PROBLEM DETAILS ->
Determine how many lines in the material hold the string "center", then reply with that number only.

SUPPLIED DATA ->
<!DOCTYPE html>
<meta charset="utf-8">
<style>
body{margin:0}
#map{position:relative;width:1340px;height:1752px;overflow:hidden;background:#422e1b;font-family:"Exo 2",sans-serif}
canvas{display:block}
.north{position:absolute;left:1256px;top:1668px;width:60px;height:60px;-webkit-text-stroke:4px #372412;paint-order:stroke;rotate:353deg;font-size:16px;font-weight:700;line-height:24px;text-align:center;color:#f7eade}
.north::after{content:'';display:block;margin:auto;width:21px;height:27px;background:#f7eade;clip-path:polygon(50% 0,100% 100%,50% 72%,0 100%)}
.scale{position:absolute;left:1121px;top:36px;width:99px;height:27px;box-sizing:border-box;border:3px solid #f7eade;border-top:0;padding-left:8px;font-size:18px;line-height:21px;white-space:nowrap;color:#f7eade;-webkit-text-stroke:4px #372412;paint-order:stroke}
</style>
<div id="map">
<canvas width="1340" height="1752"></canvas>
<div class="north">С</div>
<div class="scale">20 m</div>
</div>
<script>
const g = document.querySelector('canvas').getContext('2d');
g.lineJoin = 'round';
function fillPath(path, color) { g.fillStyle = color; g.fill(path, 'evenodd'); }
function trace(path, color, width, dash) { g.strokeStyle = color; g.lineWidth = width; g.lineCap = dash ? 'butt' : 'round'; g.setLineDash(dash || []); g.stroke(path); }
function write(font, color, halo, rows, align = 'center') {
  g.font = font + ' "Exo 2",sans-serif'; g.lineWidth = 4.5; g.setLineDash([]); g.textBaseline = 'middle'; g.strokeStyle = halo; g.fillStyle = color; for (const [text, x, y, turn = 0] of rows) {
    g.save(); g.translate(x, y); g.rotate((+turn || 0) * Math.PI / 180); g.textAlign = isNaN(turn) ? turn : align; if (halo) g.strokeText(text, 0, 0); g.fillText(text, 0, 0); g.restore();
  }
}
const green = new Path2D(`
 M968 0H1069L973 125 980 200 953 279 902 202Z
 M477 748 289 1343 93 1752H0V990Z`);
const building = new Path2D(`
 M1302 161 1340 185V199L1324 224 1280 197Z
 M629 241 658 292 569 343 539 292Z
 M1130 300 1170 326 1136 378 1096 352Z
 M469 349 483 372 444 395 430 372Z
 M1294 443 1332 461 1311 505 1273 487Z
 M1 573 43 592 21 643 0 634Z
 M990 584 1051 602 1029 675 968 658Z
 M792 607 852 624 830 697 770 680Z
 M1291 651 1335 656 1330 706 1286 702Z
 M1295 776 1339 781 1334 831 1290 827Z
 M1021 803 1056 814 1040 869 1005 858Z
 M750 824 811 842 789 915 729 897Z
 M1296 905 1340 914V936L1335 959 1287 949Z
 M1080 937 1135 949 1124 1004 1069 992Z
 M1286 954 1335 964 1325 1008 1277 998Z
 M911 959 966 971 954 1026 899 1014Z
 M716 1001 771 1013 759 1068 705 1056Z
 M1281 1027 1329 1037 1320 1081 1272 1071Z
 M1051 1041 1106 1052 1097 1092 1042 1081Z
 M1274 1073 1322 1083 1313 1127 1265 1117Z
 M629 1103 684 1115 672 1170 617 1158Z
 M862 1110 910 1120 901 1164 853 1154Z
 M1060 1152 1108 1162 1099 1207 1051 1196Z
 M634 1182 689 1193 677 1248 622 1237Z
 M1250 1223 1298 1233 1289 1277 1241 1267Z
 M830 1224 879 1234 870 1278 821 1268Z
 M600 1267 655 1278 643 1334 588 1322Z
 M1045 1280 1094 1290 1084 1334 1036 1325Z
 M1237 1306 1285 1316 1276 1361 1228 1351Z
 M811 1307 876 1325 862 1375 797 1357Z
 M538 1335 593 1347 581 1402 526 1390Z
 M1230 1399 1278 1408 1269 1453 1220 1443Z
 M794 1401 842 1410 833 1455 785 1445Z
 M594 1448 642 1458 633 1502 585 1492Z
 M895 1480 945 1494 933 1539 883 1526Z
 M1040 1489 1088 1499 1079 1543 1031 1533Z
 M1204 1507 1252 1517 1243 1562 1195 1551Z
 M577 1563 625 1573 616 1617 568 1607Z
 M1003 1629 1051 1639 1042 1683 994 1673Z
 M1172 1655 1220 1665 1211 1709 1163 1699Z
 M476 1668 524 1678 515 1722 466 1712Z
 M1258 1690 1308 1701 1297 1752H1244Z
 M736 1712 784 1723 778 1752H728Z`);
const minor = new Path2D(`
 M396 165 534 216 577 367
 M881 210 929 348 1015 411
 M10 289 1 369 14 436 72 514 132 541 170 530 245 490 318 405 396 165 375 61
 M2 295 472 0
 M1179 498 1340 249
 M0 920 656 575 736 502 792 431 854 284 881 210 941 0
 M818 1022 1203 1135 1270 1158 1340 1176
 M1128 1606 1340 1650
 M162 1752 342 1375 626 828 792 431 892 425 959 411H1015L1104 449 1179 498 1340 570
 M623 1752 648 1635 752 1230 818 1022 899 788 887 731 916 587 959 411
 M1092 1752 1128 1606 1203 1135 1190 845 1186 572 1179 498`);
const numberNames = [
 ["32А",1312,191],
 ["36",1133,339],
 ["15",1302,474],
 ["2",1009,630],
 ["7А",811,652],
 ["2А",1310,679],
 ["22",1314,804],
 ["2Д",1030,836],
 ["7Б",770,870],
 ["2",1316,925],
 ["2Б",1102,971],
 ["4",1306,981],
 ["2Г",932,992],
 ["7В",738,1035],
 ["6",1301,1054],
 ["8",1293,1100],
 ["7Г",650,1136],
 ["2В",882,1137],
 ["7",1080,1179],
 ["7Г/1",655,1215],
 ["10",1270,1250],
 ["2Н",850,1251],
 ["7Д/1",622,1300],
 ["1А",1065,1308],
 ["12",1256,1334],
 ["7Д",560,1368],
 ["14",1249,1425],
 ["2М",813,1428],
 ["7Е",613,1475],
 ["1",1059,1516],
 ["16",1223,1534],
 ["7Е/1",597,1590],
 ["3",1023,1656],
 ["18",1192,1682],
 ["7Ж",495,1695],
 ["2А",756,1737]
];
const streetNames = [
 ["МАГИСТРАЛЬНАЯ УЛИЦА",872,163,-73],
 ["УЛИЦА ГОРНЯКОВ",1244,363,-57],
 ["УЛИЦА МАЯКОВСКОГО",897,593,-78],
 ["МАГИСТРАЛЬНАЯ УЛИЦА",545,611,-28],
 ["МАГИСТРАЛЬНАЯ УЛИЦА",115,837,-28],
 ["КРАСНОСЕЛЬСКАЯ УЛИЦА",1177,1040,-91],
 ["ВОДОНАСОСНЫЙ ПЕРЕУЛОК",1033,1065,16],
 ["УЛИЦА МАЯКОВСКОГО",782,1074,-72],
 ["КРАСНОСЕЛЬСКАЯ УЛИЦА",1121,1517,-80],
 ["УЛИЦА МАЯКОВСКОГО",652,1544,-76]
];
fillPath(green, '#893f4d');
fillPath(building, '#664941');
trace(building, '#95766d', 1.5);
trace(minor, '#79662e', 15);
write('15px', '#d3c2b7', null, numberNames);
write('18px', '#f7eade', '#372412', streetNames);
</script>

RESULT FOR THIS EXERCISE ->
2